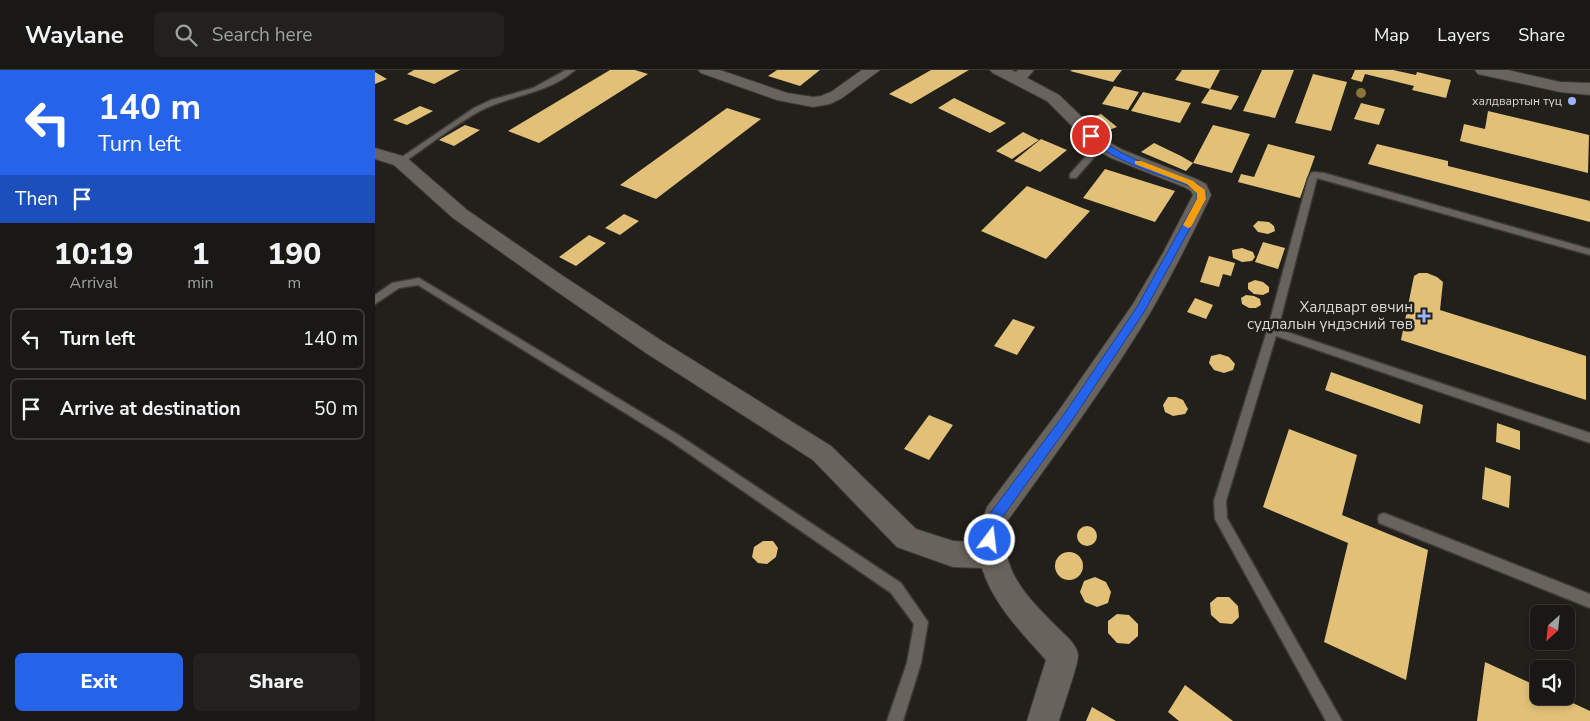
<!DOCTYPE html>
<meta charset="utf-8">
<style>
:root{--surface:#1a1814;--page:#23211d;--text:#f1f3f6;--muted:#9fa0a0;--line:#383734;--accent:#2563eb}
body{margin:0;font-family:"Nunito Sans",sans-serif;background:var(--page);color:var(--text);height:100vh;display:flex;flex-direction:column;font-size:19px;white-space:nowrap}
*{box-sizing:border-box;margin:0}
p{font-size:16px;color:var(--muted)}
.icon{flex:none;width:28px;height:28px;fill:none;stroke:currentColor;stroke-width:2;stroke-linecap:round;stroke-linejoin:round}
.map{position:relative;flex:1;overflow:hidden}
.details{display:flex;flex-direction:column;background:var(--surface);width:375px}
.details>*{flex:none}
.top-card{background:#2563eb;color:#fff;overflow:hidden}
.needle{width:32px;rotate:207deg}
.tools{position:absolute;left:1155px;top:535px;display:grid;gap:10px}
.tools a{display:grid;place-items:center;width:45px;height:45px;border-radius:8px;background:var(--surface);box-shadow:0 2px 8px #0003,0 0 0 1px var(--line);font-size:25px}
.pin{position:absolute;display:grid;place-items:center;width:42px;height:42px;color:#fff;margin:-21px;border:2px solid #fff;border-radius:50%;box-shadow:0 1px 5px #0007}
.me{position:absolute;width:55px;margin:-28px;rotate:15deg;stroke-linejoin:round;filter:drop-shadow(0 0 4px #0008)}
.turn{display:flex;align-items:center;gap:18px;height:105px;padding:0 15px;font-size:22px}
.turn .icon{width:65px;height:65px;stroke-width:2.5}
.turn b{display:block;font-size:35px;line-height:42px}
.then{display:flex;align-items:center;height:48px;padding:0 15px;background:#0003;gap:10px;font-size:19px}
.eta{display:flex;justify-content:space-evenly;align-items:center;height:85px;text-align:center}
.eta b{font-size:30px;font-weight:800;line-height:35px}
.primary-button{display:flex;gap:10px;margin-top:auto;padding:10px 15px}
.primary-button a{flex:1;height:58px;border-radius:8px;background:var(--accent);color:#fff;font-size:20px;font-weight:800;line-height:58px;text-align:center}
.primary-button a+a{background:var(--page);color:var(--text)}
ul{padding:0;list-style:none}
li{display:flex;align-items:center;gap:15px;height:62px;margin:0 10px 8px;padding:0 5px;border:2px solid var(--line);border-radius:8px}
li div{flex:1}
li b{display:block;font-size:19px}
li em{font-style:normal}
header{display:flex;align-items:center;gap:30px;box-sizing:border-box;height:70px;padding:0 25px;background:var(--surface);border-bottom:1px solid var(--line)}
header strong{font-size:24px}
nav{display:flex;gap:28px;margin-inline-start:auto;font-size:18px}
.search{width:350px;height:45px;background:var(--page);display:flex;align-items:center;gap:12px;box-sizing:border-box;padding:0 18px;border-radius:8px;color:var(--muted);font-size:19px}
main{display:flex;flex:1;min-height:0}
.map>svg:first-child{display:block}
.building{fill:#e2c078}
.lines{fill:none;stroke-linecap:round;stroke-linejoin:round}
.service-casing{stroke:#3d3b37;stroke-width:3}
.minor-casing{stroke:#3d3b37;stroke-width:2}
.tertiary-casing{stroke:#3d3b37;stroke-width:2}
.service{fill:#68645d;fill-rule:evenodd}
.minor{fill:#68645d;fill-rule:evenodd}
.tertiary{fill:#68645d;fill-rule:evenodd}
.tree{fill:#8e743a}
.route{fill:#2563eb;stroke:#184099}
.slow{fill:#f59e0b}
.poi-dot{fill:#9bb4fd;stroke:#22201a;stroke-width:2}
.labels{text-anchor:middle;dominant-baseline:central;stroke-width:5;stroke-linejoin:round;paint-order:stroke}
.far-poi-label{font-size:12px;fill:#dad8d4;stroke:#22201a;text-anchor:end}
.poi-label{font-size:15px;fill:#dad8d4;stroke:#22201a;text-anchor:end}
</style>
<header>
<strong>Waylane</strong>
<div class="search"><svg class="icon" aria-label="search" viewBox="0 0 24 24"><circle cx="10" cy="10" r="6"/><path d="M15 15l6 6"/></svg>Search here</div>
<nav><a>Map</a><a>Layers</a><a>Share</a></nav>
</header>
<main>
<section class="details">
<div class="top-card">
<div class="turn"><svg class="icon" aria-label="left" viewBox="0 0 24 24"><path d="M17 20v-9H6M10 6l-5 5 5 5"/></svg><div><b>140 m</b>Turn left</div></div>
<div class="then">Then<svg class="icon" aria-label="arrive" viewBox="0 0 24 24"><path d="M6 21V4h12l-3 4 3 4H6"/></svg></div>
</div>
<div class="eta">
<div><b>10:19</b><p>Arrival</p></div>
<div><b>1</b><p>min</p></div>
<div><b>190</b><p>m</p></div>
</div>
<ul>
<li><svg class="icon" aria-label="left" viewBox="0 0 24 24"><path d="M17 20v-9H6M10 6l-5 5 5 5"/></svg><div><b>Turn left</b></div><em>140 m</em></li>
<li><svg class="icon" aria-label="arrive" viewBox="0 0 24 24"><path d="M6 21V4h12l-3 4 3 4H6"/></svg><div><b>Arrive at destination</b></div><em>50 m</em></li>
</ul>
<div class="primary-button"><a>Exit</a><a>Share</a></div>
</section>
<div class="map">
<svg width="1215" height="651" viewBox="0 0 1215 651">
<rect width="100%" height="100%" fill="#22201a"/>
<path class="building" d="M39 0H85L59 14 32 4Z
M235 0H260L273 4 164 73 133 61Z
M402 0H445L425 16 393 6Z
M556 0H594L536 34 514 24Z
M697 0H747L738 12 695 1Z
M807 0H845L835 19 864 26 856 40 826 33 835 19 800 10Z
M887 0H919L900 48 868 41Z
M980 0H1018L1041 5 1042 2 1076 10 1071 28 1037 20 1039 16 990 4 987 12 976 9Z
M0 2 12 9 0 14Z
M938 4 972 12 956 61 920 53Z
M739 16 764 22 753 40 727 34Z
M768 22 816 33 805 53 756 41Z
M579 28 631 53 615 63 563 38Z
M986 33 1010 39 1004 55 979 49Z
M45 36 58 41 32 55 18 50Z
M352 38 386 49 281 129 245 115Z
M1113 41 1214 65 1213 103 1085 71 1089 54 1110 59Z
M726 44 742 57 734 60 718 47Z
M90 55 105 60 79 76 64 70Z
M838 55 875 64 857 103 818 93Z
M648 62 664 70 637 89 621 81Z
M666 69 692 80 665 102 639 91Z
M779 73 806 86 818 93 811 101 766 82Z
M893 74 940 86 925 128 863 112 866 104 879 107Z
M1002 74 1073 91V96L1215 131V152L993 94Z
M730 99 800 121 780 152 708 128Z
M652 116 715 141 671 189 606 161Z
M249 144 264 151 245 165 230 158Z
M883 151 894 152 899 156 900 161 893 164 883 162 878 156Z
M214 165 231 173 201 196 184 187Z
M888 172 910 178 903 199 880 192Z
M867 178 878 182 880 187 877 191 867 192 858 188 857 180Z
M834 186 860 193 856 206 848 204 844 217 825 212Z
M1044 203H1052L1062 207 1068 212 1065 240 1211 286V330L1026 270 1039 206Z
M880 210 888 212 894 217V222L888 225 879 224 873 219V213Z
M871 225 879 226 885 229 886 235 881 238H874L867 234 866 228Z
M820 228 838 235 831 249 812 242Z
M638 249 660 257 642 285 619 276Z
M845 284 854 287 860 294 858 300 849 303 839 300 834 293 836 286Z
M956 302 1048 335 1045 354 950 320Z
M793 327H801L808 330 813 339 810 344 798 346 790 342 788 335Z
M554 345 578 355 554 390 529 379Z
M1122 353 1145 361V380L1121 372Z
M914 359 982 385 967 445 1053 480 1031 610 949 572 973 473 888 437Z
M1110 397 1136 406 1134 438 1107 429Z
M702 466a10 10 0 1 1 20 0a10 10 0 1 1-20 0Z
M388 471H398L403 478 401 487 392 494 383 493 377 487 379 477Z
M680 496a14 14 0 1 1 28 0a14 14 0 1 1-28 0Z
M720 507 731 512 736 522 733 533 722 537 710 532 705 522 709 511Z
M842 527H854L863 536 864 547 857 554 845 553 836 545 835 533Z
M742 544 754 545 763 554V566L754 574 742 573 733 563V551Z
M1110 592 1164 617V626H1183L1215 641V651H1102Z
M810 615 858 651H804L793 642Z
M717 637 741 651H711Z"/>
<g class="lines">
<g class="service-casing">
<path id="service" d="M191 0H200C173 24 135 25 105 41 78 56 53 76 28 93H22L21 91 99 38 116 30 158 18Z
M723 73 730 75 701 108H695V104Z
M939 102 949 103 1215 179V185L942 108 903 259 1215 363V373L901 266 851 431 852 448 967 651H951L840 449 839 431 892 261 933 109 936 103Z
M44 208 302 364 526 513 553 552 546 593 528 651H512L532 593 539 554 516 523 294 370 43 215 24 218 0 234V225L17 213Z
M1009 443 1215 524V538L1004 453 1003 449 1004 445Z"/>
</g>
<g class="minor-casing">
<path id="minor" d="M323 0H345L412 23 438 27 446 26 456 22 487 0H505L467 28 455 34 438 37 402 30 326 3Z
M615 0H636L641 2 643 0H659L652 8 684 25 732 71 748 80 821 109 831 114 836 125C817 165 797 205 775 243 732 314 682 382 633 450 621 499 653 528 685 560 692 567 702 575 703 585 704 593 687 639 684 651H652L671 590C646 562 618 534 607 498L578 497 522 477 438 390 271 283 171 214 78 148 19 95 0 89V78L31 87 92 140 185 204 287 271 456 376 541 459 578 471 602 472V465L612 437 685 339 758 234 788 183 818 125 816 121 809 117 736 88 720 79 672 31 618 3Z"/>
</g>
<g class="tertiary-casing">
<path id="tertiary" d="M1100 0H1133L1185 12 1215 13V25L1185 22 1103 4Z"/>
</g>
<use href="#service" class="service"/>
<use href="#minor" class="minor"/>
<use href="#tertiary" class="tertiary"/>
</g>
<circle class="tree" cx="986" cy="23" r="5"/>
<path class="route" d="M713 64H719C745 88 790 100 823 114L831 122V129L769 242 698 349 626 449 620 474 615 476 610 474C605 464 612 451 617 441L690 343 762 237 822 129V122L817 117C784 104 739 92 713 68Z"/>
<path class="slow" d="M760 91H766L818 111 830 120 831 129 816 157 813 158 808 155 822 129V123L812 114 760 94Z"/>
<g class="poi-dot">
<circle cx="1197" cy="31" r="5"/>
<path d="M1046.5 238.5h5v5h5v5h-5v5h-5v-5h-5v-5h5z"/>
</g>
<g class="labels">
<g class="far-poi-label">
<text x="1187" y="31">халдвартын түц</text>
</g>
<g class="poi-label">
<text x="1038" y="237">Халдварт өвчин<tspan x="1038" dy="17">судлалын үндэсний төв</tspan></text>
</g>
</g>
</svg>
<div class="tools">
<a><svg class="needle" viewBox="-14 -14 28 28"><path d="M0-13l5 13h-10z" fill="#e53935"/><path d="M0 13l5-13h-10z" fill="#9fa0a0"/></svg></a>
<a><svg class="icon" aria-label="sound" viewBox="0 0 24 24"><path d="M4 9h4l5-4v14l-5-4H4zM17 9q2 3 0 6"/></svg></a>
</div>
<div class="pin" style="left:716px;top:66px;background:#d93025"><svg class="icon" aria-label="arrive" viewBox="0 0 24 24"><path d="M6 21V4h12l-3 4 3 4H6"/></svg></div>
<svg class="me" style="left:615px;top:470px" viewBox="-20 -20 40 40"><circle r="17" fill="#2563eb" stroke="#fff" stroke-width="3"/><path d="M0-11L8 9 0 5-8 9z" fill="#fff"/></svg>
</div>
</main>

Instructions to follow: Return all lines in the data that include the word "linecap".

Written response:
.icon{flex:none;width:28px;height:28px;fill:none;stroke:currentColor;stroke-width:2;stroke-linecap:round;stroke-linejoin:round}
.lines{fill:none;stroke-linecap:round;stroke-linejoin:round}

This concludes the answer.